Modern baseball, however, has wised up to the fact that there is a lot of value in getting on base, or more correctly, simply not getting out. A guy who bats .280 with no walks is getting out 72% of the time. That’s not great. A guy who bats .240 in 500 at-bats BUT also walked 80 times got on base 200 times in 580 plate appearances, which is a .344 on-base percentage, which is very, very good. If the guy couples that with a half decent slugging percentage, he will be an every day player. Adam Dunn played 151 games for the White Sox this year despite posting a .204 average. He struck out 222 times! But he also walked 105 times, and slugged .468. (None of this is particularly news to baseball fans, but bear with me, I’m bringing everybody else up to speed.)

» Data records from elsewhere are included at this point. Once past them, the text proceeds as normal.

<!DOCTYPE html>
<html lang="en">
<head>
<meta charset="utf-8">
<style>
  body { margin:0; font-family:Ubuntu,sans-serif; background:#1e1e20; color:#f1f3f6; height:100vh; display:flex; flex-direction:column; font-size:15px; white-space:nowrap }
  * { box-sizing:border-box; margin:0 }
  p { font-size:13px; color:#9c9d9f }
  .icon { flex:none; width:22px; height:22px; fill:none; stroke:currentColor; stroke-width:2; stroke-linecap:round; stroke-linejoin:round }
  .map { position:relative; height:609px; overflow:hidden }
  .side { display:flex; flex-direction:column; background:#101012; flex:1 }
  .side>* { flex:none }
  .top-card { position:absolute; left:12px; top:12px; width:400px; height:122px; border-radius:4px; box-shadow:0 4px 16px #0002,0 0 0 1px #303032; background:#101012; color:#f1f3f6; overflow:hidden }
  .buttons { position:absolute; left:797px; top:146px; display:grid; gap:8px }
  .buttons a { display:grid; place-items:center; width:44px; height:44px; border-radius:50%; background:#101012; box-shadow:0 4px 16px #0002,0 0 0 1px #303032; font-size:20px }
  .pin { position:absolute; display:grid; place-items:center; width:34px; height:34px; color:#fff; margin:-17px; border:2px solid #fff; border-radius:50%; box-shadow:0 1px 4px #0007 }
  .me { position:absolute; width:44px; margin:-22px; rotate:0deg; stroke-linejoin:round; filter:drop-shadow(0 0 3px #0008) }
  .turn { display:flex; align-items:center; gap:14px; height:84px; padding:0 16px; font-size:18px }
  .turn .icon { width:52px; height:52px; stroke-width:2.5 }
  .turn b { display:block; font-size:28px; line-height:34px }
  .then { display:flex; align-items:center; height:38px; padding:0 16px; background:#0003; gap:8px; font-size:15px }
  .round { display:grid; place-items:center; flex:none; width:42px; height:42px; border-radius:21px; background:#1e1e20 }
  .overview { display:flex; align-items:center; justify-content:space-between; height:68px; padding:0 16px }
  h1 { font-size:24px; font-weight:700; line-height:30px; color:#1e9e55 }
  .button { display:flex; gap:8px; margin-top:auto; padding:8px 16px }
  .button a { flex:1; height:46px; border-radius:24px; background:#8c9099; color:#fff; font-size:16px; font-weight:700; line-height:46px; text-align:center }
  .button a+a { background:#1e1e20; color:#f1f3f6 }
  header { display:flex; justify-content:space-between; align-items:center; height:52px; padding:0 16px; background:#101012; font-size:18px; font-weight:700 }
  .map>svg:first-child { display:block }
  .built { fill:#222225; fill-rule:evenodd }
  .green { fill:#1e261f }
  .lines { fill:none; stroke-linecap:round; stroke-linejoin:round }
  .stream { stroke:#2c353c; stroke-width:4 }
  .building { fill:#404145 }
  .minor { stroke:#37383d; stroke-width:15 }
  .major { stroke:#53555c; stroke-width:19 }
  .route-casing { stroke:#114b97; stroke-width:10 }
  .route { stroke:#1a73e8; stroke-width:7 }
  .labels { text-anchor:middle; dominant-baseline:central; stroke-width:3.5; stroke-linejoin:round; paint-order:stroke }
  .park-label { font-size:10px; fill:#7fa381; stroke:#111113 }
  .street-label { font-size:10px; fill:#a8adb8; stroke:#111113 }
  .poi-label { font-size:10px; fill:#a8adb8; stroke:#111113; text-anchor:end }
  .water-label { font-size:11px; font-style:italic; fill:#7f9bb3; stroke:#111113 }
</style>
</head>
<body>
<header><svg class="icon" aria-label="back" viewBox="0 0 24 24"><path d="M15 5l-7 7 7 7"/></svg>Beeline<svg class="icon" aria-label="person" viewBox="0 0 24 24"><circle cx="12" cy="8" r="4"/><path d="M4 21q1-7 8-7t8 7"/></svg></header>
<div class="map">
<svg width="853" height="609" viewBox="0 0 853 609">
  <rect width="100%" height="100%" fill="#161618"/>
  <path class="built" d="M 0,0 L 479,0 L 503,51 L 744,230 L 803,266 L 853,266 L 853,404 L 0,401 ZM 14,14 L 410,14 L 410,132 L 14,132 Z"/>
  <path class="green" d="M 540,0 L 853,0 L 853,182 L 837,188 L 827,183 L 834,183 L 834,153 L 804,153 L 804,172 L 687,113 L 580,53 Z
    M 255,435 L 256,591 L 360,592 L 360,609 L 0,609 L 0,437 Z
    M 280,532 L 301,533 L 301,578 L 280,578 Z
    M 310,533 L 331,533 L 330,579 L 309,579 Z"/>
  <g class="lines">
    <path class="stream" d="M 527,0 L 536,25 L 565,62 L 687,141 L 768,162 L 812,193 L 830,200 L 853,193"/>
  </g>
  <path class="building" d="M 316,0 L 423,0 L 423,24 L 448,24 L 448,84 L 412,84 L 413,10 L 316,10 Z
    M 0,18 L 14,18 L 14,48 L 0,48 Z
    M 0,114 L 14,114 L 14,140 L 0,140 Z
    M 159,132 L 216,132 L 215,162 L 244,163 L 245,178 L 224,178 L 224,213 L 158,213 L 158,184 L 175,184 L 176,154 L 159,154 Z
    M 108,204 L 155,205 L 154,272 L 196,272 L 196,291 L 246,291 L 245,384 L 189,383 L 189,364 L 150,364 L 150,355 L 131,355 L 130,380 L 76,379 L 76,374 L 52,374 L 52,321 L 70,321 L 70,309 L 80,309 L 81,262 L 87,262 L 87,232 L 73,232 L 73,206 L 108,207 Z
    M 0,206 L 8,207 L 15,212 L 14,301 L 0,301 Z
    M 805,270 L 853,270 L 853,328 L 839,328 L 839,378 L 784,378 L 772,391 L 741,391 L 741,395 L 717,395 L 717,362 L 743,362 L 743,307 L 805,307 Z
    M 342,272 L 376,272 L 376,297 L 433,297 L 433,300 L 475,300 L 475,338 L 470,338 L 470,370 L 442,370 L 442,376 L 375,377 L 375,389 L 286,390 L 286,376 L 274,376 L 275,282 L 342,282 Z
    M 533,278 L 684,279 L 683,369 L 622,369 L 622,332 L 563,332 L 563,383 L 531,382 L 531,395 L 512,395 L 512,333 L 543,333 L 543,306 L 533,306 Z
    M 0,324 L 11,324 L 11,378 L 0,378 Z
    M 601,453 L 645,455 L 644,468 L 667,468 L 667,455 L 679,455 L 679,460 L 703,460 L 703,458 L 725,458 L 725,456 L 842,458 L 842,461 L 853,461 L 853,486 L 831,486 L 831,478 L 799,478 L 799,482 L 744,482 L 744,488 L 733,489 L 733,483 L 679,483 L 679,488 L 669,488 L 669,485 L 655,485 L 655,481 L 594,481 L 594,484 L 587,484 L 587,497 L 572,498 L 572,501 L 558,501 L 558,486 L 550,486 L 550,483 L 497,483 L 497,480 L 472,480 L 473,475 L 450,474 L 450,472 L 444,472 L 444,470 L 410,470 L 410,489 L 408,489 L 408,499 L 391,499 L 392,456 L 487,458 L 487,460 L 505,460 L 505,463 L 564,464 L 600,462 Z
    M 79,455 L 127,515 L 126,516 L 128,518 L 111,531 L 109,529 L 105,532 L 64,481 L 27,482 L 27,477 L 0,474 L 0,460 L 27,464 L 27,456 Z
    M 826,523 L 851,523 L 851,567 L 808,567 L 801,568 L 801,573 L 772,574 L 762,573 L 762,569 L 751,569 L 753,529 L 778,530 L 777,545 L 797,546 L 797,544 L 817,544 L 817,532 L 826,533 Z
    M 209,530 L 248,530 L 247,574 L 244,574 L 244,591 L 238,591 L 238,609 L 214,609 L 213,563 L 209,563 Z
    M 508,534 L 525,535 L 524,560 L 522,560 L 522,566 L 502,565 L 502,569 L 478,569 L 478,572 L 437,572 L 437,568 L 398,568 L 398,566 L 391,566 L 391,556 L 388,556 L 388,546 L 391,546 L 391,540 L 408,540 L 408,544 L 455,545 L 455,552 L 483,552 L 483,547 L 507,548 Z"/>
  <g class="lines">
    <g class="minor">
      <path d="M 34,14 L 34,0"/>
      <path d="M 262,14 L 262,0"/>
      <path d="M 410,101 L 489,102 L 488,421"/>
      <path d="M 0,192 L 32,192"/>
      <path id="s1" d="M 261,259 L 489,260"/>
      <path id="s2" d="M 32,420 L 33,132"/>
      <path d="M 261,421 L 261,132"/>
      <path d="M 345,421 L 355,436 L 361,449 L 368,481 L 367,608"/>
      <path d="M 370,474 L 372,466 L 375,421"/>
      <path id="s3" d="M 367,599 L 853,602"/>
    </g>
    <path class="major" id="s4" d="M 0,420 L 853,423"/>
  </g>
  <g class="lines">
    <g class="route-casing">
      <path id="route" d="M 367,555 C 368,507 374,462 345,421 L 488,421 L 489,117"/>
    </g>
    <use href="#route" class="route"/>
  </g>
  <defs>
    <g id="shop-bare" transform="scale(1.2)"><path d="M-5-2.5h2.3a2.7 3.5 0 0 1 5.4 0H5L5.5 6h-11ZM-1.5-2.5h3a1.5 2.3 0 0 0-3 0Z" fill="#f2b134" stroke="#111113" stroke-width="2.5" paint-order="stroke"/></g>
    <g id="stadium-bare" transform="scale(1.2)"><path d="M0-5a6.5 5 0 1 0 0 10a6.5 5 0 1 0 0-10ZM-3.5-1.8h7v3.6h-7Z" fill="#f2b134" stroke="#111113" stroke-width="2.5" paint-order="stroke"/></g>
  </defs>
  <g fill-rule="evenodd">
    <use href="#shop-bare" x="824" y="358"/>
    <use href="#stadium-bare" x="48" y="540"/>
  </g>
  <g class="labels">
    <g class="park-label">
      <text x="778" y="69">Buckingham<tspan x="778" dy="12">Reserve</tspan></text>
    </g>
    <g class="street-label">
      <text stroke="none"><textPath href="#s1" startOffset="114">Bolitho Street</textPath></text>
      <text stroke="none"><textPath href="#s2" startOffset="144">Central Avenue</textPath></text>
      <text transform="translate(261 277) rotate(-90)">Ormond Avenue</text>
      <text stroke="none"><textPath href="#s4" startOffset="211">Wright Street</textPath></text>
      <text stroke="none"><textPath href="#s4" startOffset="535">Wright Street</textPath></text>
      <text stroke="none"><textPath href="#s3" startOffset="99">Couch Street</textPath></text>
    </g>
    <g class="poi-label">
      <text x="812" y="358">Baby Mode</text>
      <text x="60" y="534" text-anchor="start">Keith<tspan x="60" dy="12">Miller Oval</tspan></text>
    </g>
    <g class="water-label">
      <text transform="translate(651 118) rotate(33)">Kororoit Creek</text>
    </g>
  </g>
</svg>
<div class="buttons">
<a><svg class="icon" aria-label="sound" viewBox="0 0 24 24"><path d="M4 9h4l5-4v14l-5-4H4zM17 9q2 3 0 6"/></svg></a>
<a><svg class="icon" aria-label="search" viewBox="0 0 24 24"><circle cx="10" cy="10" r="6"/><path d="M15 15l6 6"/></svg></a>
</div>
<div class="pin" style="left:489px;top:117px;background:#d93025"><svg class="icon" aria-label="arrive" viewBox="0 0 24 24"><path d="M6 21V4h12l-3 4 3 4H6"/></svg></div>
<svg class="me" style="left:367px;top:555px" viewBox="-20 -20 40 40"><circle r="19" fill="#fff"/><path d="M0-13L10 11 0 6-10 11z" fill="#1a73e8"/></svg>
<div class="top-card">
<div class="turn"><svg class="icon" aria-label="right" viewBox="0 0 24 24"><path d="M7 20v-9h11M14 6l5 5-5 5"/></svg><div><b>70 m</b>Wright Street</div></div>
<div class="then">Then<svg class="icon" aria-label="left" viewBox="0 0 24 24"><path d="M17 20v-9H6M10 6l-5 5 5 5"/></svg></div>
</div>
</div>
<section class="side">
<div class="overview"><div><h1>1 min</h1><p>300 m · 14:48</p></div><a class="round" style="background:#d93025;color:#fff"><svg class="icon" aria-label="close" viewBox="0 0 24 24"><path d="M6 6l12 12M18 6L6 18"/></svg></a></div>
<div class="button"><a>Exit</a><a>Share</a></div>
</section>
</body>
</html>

The problem is, and I think we can agree on this: walks are pretty boring, as outcomes go. The actual battle between the pitcher and the batter is always interesting, but balls hit into play are much more satisfying. Even a strikeout can be interesting; watching a good pitcher rack up double digit Ks is very exciting. If a batter racks up 4 walks in a game, that’s just lame. But is there any way to reduce the number of walks in the game? I don’t think pitchers are less accurate than they’ve been in history, it’s just that the move towards on-base percentage has led to batters learning to wait for their pitch. Pitches that in the past would have been swung on and bounced to short are let go because the batter knows he can’t put decent wood on it. Pitch counts are up, walks are up, offense is up. So in order for walks to go down, you can either convince batters to swing more often, which there’s really no way to do, or convince pitchers to throw more strikes.

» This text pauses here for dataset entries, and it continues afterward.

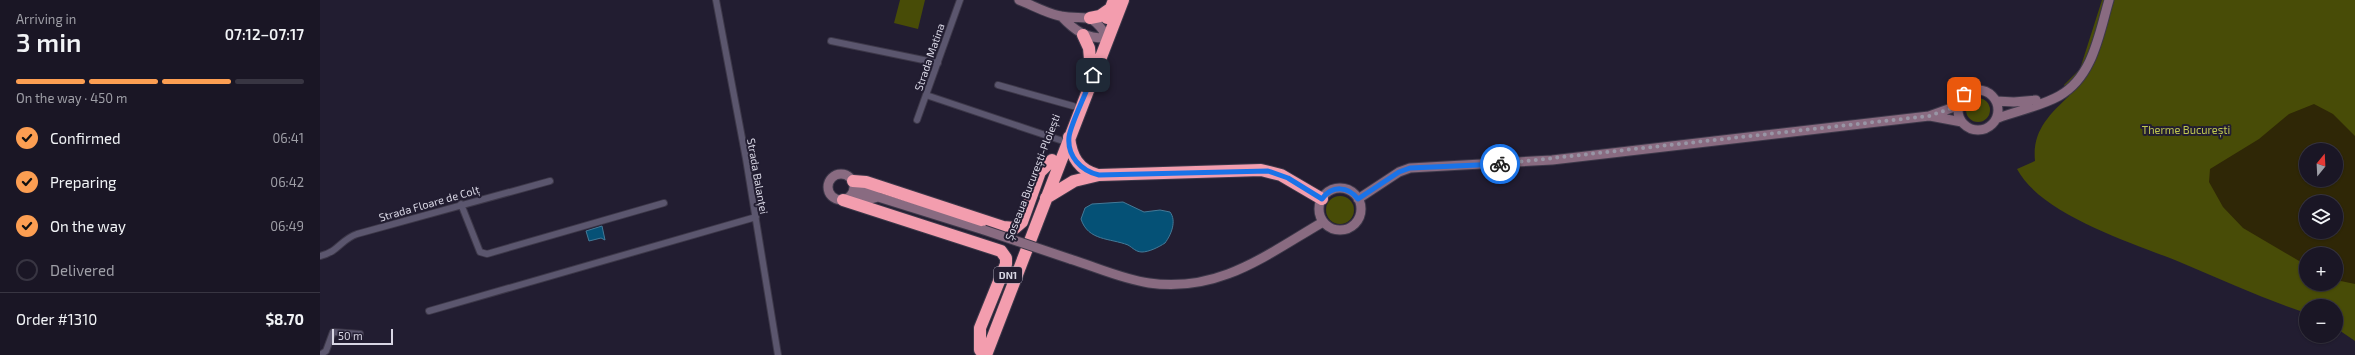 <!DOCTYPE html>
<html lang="en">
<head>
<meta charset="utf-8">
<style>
	:root { --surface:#1a1625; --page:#272332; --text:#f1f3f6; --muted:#9f9fa7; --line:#383542; --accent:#fc9e52 }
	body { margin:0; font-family:"Exo 2",sans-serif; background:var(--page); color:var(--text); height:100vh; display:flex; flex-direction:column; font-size:15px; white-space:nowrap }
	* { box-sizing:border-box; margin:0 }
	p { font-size:13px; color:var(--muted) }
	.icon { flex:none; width:22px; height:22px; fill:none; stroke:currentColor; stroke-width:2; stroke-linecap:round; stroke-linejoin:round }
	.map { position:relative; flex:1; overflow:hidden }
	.details { display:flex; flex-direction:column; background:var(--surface); width:320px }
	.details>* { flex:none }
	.needle { width:26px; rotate:18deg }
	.controls { position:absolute; left:1979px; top:143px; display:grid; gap:8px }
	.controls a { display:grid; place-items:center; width:44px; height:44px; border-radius:50%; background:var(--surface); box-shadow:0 1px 3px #0004,0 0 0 1px var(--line); font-size:20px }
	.scale { position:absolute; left:12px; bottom:10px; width:61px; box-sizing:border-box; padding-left:4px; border:2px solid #d8d6e4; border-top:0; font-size:11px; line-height:14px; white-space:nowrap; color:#d8d6e4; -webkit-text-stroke:3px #221d31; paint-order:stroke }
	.pin { position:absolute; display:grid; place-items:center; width:34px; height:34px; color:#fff; margin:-17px; border-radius:8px; box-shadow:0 2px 6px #0006 }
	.courier { position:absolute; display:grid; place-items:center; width:40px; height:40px; margin:-20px; border:3px solid #1a73e8; border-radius:50%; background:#fff; color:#222; box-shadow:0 1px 5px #0007 }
	.overview em { font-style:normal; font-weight:600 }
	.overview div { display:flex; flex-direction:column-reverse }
	.overview { display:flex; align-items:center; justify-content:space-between; height:68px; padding:0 16px }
	h1 { font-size:26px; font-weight:600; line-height:30px }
	.bar { display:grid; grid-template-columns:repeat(4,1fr); gap:6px 4px; align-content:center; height:48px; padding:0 16px }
	.bar i { height:5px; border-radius:3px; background:var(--line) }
	.bar .on { background:var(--accent) }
	.bar p { grid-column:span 4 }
	.line { display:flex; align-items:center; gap:10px; padding:0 16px; border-top:1px solid var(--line) }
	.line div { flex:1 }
	ol { padding:0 16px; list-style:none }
	li { display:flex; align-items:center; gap:12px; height:44px }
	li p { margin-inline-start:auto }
	li .icon { padding:4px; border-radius:50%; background:var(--accent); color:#111; stroke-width:4 }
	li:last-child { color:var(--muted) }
	li i { width:22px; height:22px; border:2px solid var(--line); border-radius:50% }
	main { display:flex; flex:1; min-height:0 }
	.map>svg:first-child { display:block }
	.green { fill:#484c07; fill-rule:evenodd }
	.sand { fill:#2f2706; fill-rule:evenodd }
	.water { fill:#055176; stroke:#447997 }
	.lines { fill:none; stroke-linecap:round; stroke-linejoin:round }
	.street-casing { stroke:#3d3849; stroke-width:8 }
	.secondary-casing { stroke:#3d3849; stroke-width:11 }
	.highway-casing { stroke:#3d3849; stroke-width:14 }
	.street { stroke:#5b566e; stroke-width:6 }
	.secondary { stroke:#896b81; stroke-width:9 }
	.highway { stroke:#f39dae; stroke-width:12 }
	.secondary-bridge-casing { stroke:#3d3849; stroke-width:11; stroke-linecap:butt }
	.secondary-bridge { stroke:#896b81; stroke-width:9 }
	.done { stroke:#9895a5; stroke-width:4; stroke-dasharray:0 7.2 }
	.route { stroke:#1a73e8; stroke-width:5 }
	.labels { text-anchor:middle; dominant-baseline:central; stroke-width:4; stroke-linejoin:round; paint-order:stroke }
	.shield { fill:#221d31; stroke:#a19eae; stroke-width:1 }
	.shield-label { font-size:10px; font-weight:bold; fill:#d8d6e4 }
	.street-label { font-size:11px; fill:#d8d6e4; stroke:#221d31 }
	.park-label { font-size:11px; fill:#c0c851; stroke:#221d31 }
</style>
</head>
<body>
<main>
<section class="details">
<div class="overview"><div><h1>3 min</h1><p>Arriving in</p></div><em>07:12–07:17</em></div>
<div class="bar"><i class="on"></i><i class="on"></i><i class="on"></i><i></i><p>On the way · 450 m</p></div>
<ol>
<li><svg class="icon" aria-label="check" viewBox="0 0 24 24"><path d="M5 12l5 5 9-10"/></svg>Confirmed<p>06:41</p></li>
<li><svg class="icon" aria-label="check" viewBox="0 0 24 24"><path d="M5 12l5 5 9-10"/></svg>Preparing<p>06:42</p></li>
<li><svg class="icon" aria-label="check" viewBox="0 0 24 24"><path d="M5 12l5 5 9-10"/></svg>On the way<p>06:49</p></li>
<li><i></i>Delivered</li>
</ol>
<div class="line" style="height:52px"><div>Order #1310</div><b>$8.70</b></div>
</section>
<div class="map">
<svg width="2035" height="355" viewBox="0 0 2035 355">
	<rect width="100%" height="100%" fill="#221d31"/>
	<path class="green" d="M580,0H605L598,29L574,23Z
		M1782,0H2035V341L2016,328V306H1986V313C1944,299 1903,280 1862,263C1814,243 1722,216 1697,169L1715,161C1712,131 1729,115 1749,96L1744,85L1760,69ZM1986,150H2016V180H1986ZM1986,202H2016V232H1986ZM1986,254H2016V284H1986Z
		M1646 110a12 12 0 1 1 24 0a12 12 0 1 1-24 0Z
		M1006 210a14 14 0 1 1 28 0a14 14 0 1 1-28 0Z"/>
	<path class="sand" d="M1994,104L2013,114L2035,136V284L2016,280V254H1986V265L1923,228L1903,207L1889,182L1890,169L1939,139L1969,114ZM1986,150H2016V180H1986ZM1986,202H2016V232H1986Z"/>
	<path class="water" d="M803,202L824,212L840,210L850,212C857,221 851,235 845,243C839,247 829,252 822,252C816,252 813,248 808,245C790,238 768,241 761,219L765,208L772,204Z
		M282,226L285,240L281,238L269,241L266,231Z"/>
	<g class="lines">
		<g class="street-casing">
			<path id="street" d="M396,0L426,159L458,355
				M511,41L618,63
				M678,85L753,106
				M606,95L740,140
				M597,120L640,0
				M141,204L160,252L167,254L344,203
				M0,256C20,251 20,240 37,234L230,181
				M109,311L436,217
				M0,355L6,351L13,332L40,334"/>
		</g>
		<g class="secondary-casing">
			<path id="secondary" d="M699,0C712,5 726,13 740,16C766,21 770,9 788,38C766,39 755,31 741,16
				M1638 110a20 20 0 1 1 40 0a20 20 0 1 1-40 0Z
				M1676,101L1694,102L1716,100
				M1610,116L1642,122
				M1678,118C1697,111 1721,106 1739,96C1773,77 1779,34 1789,0
				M508 187a13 13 0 1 1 26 0a13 13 0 1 1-26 0Z
				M534,187L552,192L558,197L664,230
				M999 209a21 21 0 1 1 42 0a21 21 0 1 1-42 0Z
				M530,196L551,199L558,197
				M1038,199L1079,172L1090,168L1232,160L1609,116L1637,106
				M750,259C776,267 802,279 829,283C899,293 946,255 1003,222"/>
		</g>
		<g class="highway-casing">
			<path id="highway" d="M770,18L780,16L790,9
				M787,18L794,0
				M763,35L769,48L770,59
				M749,137C751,156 758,170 778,175
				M533,181L546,182L683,227L695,228L702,222L720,172L732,160
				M726,198L754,181L779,175L941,170L961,175L1002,199
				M523,200L681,251L686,258V264L660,328V350
				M666,355L803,0"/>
		</g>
		<use href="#street" class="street"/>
		<use href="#secondary" class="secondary"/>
		<use href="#highway" class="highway"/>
		<g class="secondary-bridge-casing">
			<path id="secondary-bridge" d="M664,230L750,259"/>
		</g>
		<use href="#secondary-bridge" class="secondary-bridge"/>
	</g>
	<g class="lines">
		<path class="done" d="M1180,164L1609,116L1638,106L1644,94"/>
		<path class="route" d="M773,75C768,89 750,125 749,137C747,156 761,171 779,175L948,171L968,178L1002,199C1012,185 1028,186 1038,199L1079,172L1090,168L1180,164"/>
	</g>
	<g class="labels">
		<rect class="shield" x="674" y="267" width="28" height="16" rx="3"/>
		<g class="shield-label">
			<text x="688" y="275">DN1</text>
		</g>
		<g class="street-label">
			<text transform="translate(609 57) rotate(-71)">Strada Matina</text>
			<text transform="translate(438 176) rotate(80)">Strada Balanței</text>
			<text transform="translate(712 177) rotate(-69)">Șoseaua București-Ploiești</text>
			<text transform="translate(109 203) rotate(-16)">Strada Floare de Colț</text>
		</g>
		<g class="park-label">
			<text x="1866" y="129">Therme București</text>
		</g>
	</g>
</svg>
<div class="controls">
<a><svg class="needle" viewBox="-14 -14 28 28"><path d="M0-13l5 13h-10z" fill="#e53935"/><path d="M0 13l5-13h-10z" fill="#9f9fa7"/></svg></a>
<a><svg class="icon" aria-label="layers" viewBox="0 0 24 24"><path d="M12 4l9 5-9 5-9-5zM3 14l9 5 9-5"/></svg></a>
<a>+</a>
<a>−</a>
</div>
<div class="scale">50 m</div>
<div class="pin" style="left:1644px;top:94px;background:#ea580c"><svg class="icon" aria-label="bag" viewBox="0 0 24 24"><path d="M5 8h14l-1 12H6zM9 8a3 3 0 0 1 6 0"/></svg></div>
<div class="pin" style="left:773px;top:75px;background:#1f2937"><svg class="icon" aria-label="home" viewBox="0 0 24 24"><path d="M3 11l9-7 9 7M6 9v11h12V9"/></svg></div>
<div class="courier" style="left:1180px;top:164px"><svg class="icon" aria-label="bike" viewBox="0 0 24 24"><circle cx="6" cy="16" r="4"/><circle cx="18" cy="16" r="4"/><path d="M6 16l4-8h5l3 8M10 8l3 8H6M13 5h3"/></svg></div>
</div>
</main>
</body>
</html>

In theory the latter should be relatively easy. Pitchers are usually told “throw strikes,” “pitch to contact,” “stop nibbling.” The best pitchers throw far more strikes than balls (Cliff Lee is 7.43 times more likely to strike a batter out than walk him, a ridiculous rate). However that doesn’t always mean that the pitcher is throwing more pitches through the strike zone; a curveball that dives under the zone and is swung on is just as much a strike as a fastball on the corner that’s looked at. So a pitcher may produce a high strike/ball ratio just by having insane “stuff” (be it movement or speed) that hitters just miss a lot. Pretty much the only way I can think of to reduce walks is to make them more of a penalty for the defense in some way, like letting the batter go to second base in certain situations (any 4-0 walk, be it intention or otherwise), or to add some monetary penalty (teams or players have to pay a tax if their walk rate is too high), or to make a huge fundamental change like going back to the late 1800s when batters had to watch 6 balls to draw a walk.
The problem with increasing the in-game penalty is that it just makes it MORE beneficial for a hitter to draw a walk. Say MLB makes a change like saying once a team allows four walks, any walk beyond that sends the batter to second. Batters become even LESS likely to swing at that point, unless they have two strikes. It might perhaps make pitchers throw a few more strikes than they already do, but I think that’s counterbalanced by the fact that the hitter is going to be looking to swing less frequently. Same with the 6-ball walk: that just delays the inevitable. It gives the pitcher a bit more leeway, so he’s going to probably throw FEWER strikes, and the hitter can be more selective because he knows the pitcher will throw fewer strikes.
The monetary penalty has some value, I think. It doesn’t make it more likely for a team to walk a guy in any single situation, so they still can use the intentional walk as before if they feel a game is on the line, but I feel like overall walks will drop because a pitcher will want to shy away from the penalty level. He’ll still pitch around Miguel Cabrera, but he’s going to be a bit more likely to throw strikes to a lesser player like Michael Martinez. Also, it doesn’t change the fundamental rules of the game, something I always prefer to avoid (I don’t believe that the American League has played actual baseball, aside from interleague games on the road, since 1972).